Wednesday, September 26, 2007

Art God

I recently read that the relationship one has with his earthly father is often the starting point for how he views his Heavenly Father. Unfortunately I can't remember where I read this statement (it was simply a one-liner in the middle of a longer work on an unrelated topic), but I was intrigued by the concept. Surely I don't think that we should go around judging people's relationships with their parents based on their religious beliefs, but as a means of self-analysis I think looking at one's relationship with their father might be a good way to look at one's relationship with God.

I know that personally, I have always been able to relate to God in His role of Creator more than any other role. This is, I think, because my own father is a creator, and I was taught to value creativity and artistry at an early age. In fact, if I could name one activity of mine that makes me feel closest to God, it is when I am creating. I don't create intrinsically "Christian art," but as Madeleine L'Engle wrote in Walking on Water, all good art is essentially Christian, since all things that are good come from God. (Of course, I'm not saying my art is exactly good, either, but I'm working on it ;-)

I guess I've always seen God foremost as a grand artist. When I was younger, I could literally see Him in everything, just like I was taught to see good and beauty in everything from bones to trees to animals to skyscrapers. If those feelings have waned, it is because I am older and have lost a bit of the sense of innocence that we all have when we are younger.
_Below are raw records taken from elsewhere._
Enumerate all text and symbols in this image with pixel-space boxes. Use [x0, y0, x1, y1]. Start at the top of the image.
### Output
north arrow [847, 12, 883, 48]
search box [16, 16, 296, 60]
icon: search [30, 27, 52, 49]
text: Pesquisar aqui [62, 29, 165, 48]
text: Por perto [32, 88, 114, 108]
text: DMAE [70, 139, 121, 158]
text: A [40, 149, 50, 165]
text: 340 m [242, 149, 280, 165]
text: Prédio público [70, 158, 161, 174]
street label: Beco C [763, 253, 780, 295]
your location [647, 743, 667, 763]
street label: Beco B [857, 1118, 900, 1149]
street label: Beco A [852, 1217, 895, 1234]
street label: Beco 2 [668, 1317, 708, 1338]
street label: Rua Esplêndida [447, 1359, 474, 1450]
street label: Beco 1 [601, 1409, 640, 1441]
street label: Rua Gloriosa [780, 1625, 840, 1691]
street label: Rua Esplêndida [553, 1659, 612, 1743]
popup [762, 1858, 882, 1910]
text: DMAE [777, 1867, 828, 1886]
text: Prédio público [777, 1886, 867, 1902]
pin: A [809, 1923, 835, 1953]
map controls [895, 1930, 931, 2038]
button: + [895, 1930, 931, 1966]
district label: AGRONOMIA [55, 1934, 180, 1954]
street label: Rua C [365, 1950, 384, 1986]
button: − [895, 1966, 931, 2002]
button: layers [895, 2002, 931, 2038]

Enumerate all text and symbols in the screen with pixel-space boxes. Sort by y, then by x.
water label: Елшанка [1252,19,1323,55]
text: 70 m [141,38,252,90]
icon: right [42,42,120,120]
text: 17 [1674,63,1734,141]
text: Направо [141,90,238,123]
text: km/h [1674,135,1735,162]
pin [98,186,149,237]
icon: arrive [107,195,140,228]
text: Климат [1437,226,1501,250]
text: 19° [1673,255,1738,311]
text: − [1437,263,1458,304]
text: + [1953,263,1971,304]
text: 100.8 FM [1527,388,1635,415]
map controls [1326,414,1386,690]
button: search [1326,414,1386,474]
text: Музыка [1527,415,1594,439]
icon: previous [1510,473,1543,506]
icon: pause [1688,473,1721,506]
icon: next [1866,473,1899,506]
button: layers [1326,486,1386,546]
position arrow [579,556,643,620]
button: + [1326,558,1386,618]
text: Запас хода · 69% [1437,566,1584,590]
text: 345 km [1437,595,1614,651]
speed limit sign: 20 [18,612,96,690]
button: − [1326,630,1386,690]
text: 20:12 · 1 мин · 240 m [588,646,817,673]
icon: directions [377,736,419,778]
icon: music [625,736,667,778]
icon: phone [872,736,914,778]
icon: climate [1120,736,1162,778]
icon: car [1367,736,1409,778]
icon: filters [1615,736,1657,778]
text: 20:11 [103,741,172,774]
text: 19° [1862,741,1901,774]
Still, nothing has stopped me from seeing God's brush-strokes everywhere, from the rhythm of a city street to the melody of a Bob Dylan song. I guess I'm just rambling here. I just was thinking about my (somewhat weird) parents today and thought that I should thank them, because I know that the way I see God today is related to the fact that I was raised by artists, and that has done more good for me than a "normal" white-picket fence upbringing could have ever done.